[Available records — start]
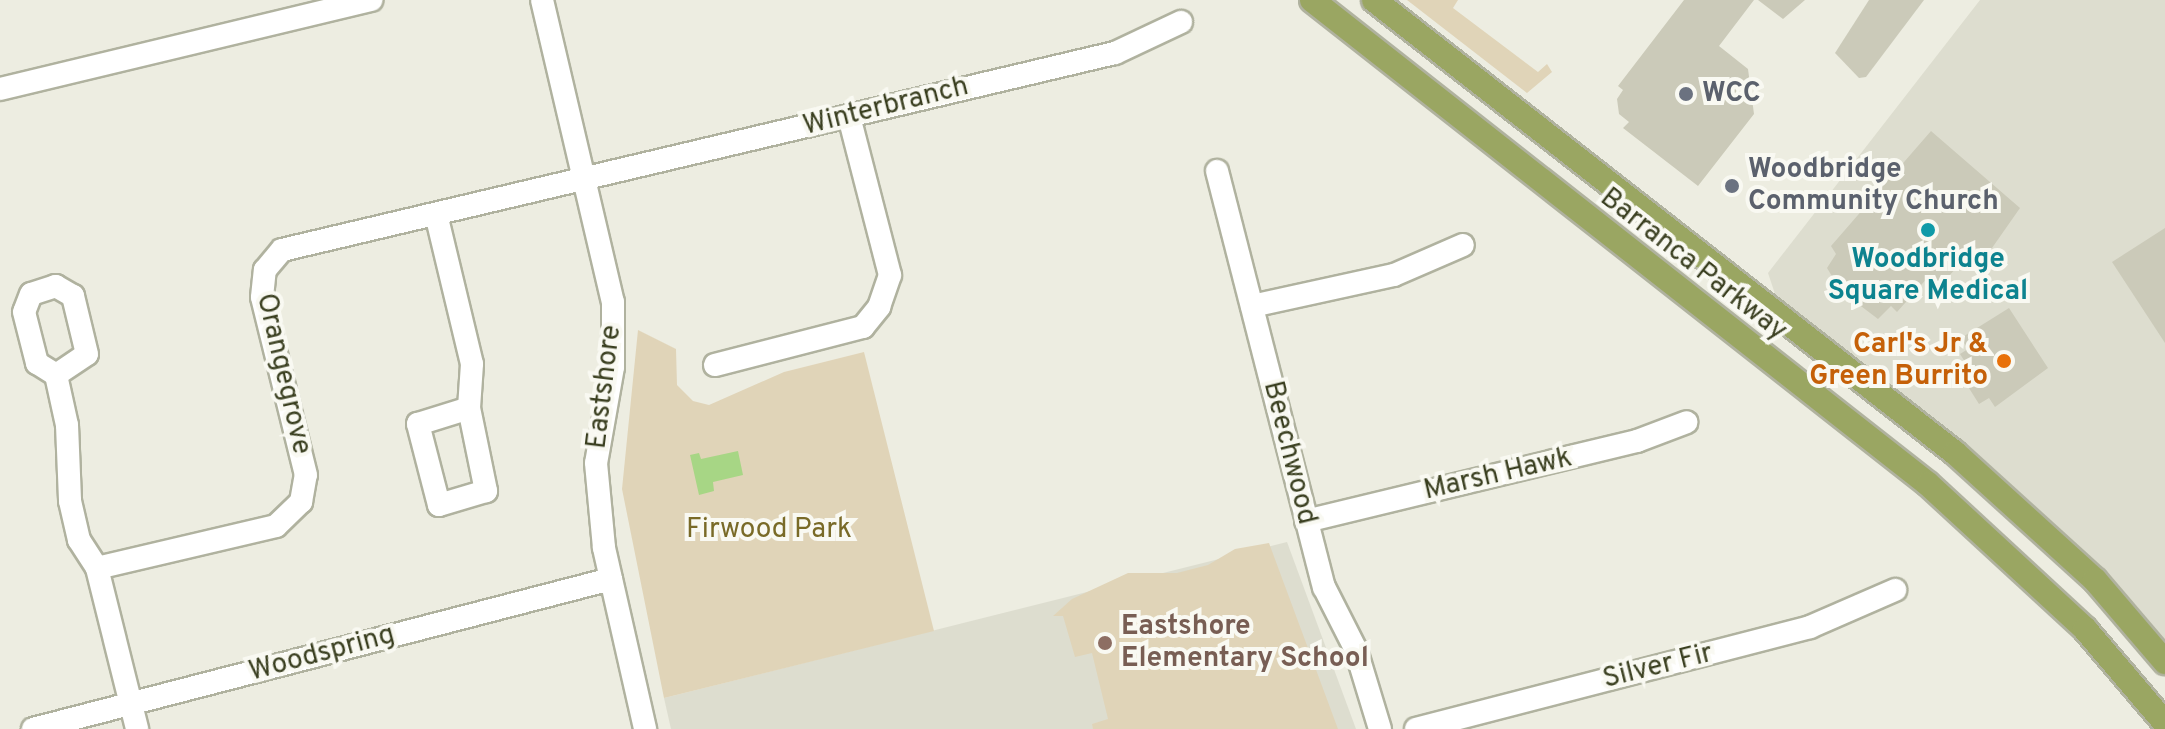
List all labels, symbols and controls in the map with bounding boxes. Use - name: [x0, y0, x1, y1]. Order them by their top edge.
- street label: Winterbranch: [800, 70, 972, 144]
- place label: WCC: [1702, 77, 1761, 111]
- marker: WCC: [1677, 85, 1695, 103]
- place label: Woodbridge Community Church: [1748, 153, 1999, 219]
- marker: Woodbridge Community Church: [1723, 177, 1741, 195]
- street label: Barranca Parkway: [1593, 182, 1793, 348]
- marker: Woodbridge Square Medical: [1919, 221, 1937, 239]
- place label: Woodbridge Square Medical: [1828, 243, 2028, 309]
- street label: Orangegrove: [248, 290, 318, 458]
- street label: Eastshore: [581, 323, 629, 451]
- place label: Carl's Jr & Green Burrito: [1809, 328, 1988, 394]
- marker: Carl's Jr & Green Burrito: [1995, 352, 2013, 370]
- street label: Beechwood: [1255, 378, 1323, 528]
- street label: Marsh Hawk: [1421, 442, 1575, 508]
- park label: Firwood Park: [686, 513, 852, 547]
- place label: Eastshore Elementary School: [1121, 610, 1369, 676]
- street label: Woodspring: [245, 618, 399, 690]
- marker: Eastshore Elementary School: [1096, 634, 1114, 652]
- street label: Silver Fir: [1600, 637, 1716, 697]

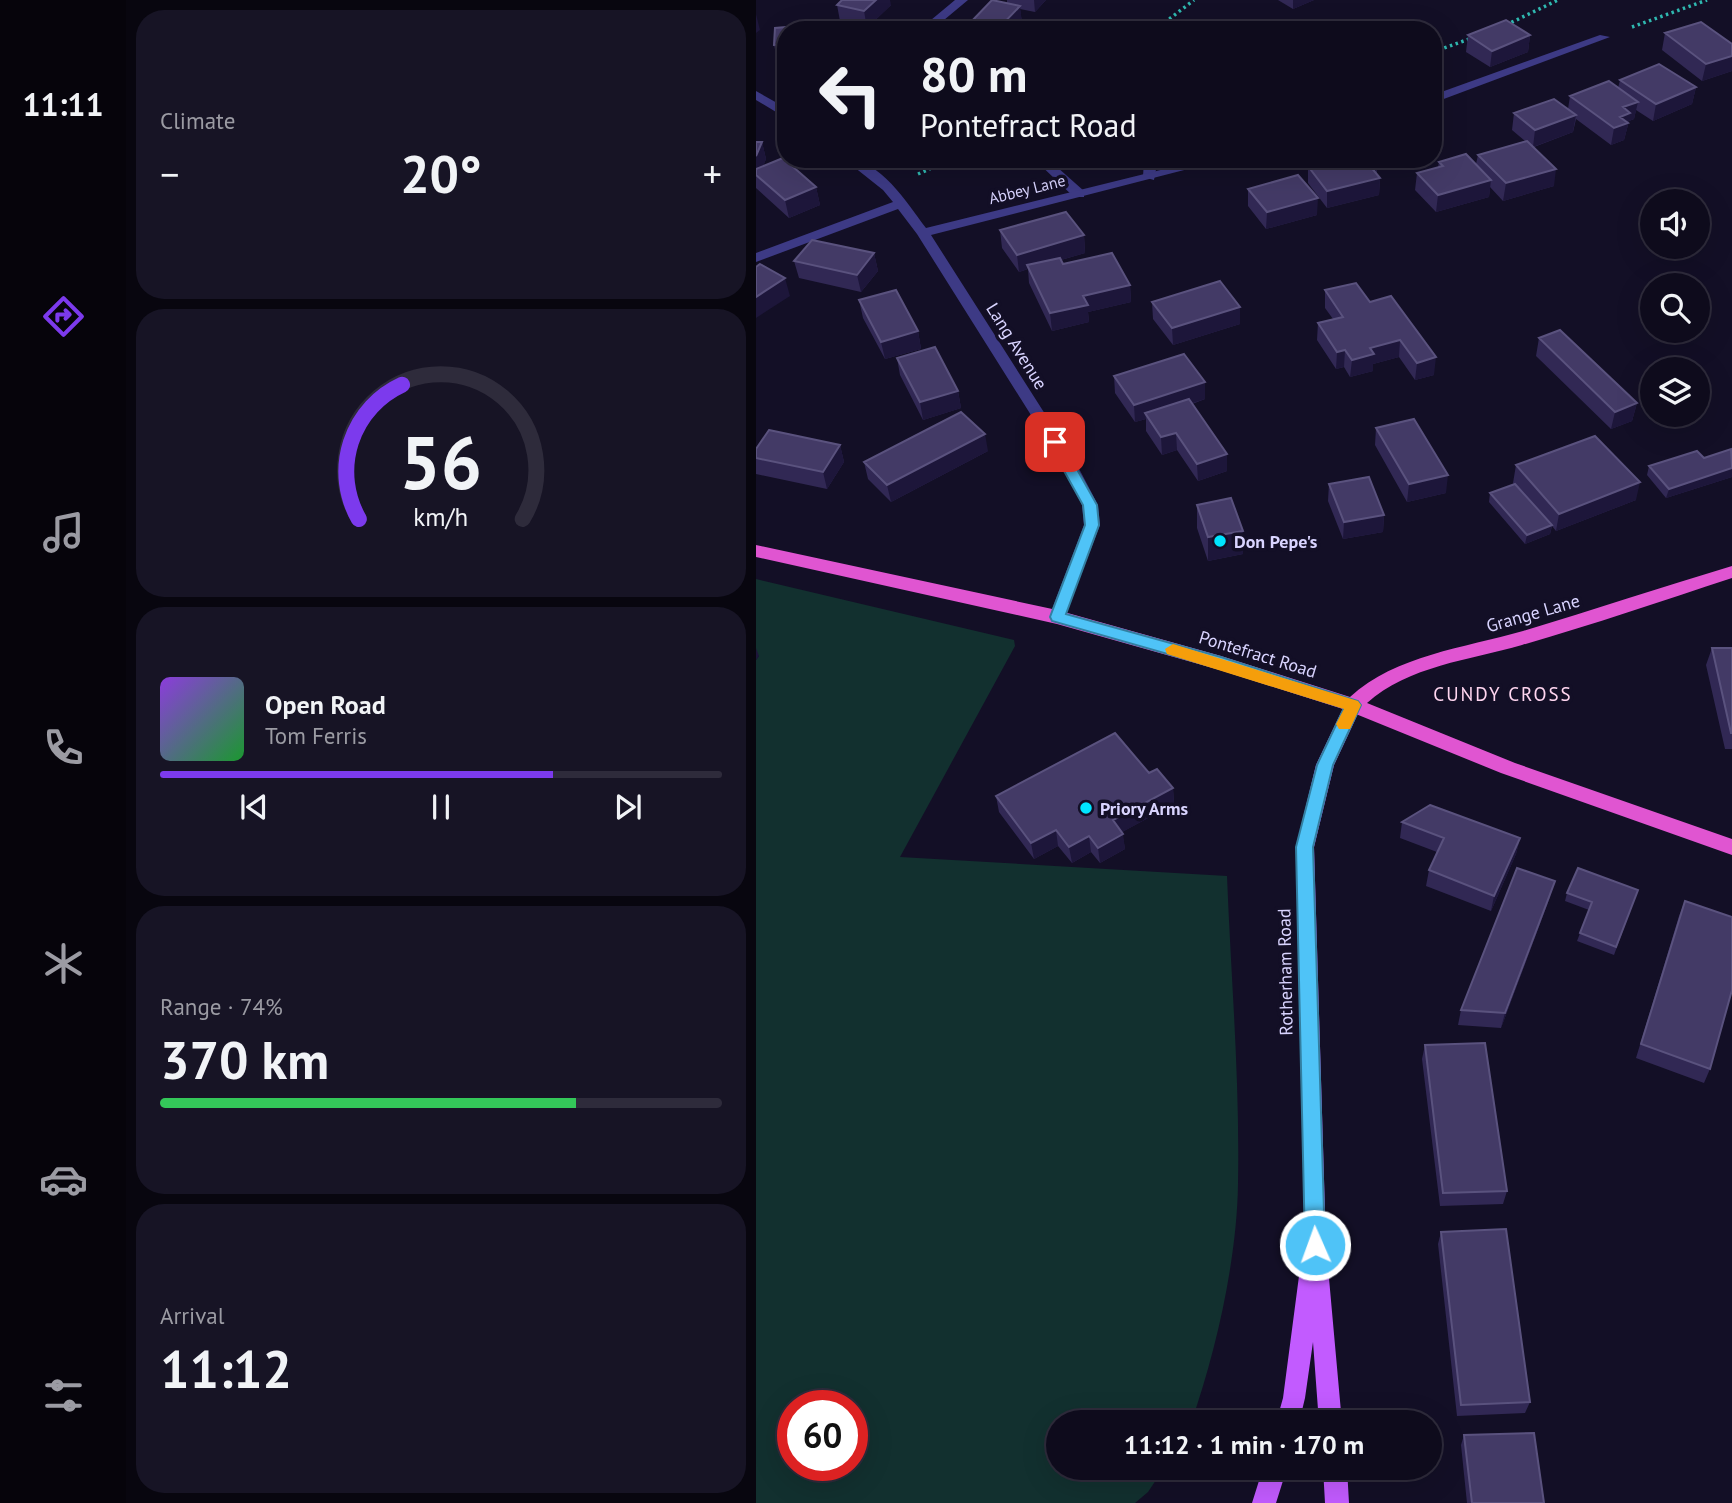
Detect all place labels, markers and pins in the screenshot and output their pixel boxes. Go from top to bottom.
pin [1025,412,1085,472]
place label: Don Pepe's [1234,530,1318,553]
marker: Don Pepe's [1212,533,1228,549]
place label: Priory Arms [1100,797,1188,820]
marker: Priory Arms [1078,800,1094,816]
[Available records — finish]
Give back exactly the lines running from the line that has "Detect all place" to the end of the entries above.

Detect all place labels, markers and pins in the screenshot and output their pixel boxes. Go from top to bottom.
pin [1025,412,1085,472]
place label: Don Pepe's [1234,530,1318,553]
marker: Don Pepe's [1212,533,1228,549]
place label: Priory Arms [1100,797,1188,820]
marker: Priory Arms [1078,800,1094,816]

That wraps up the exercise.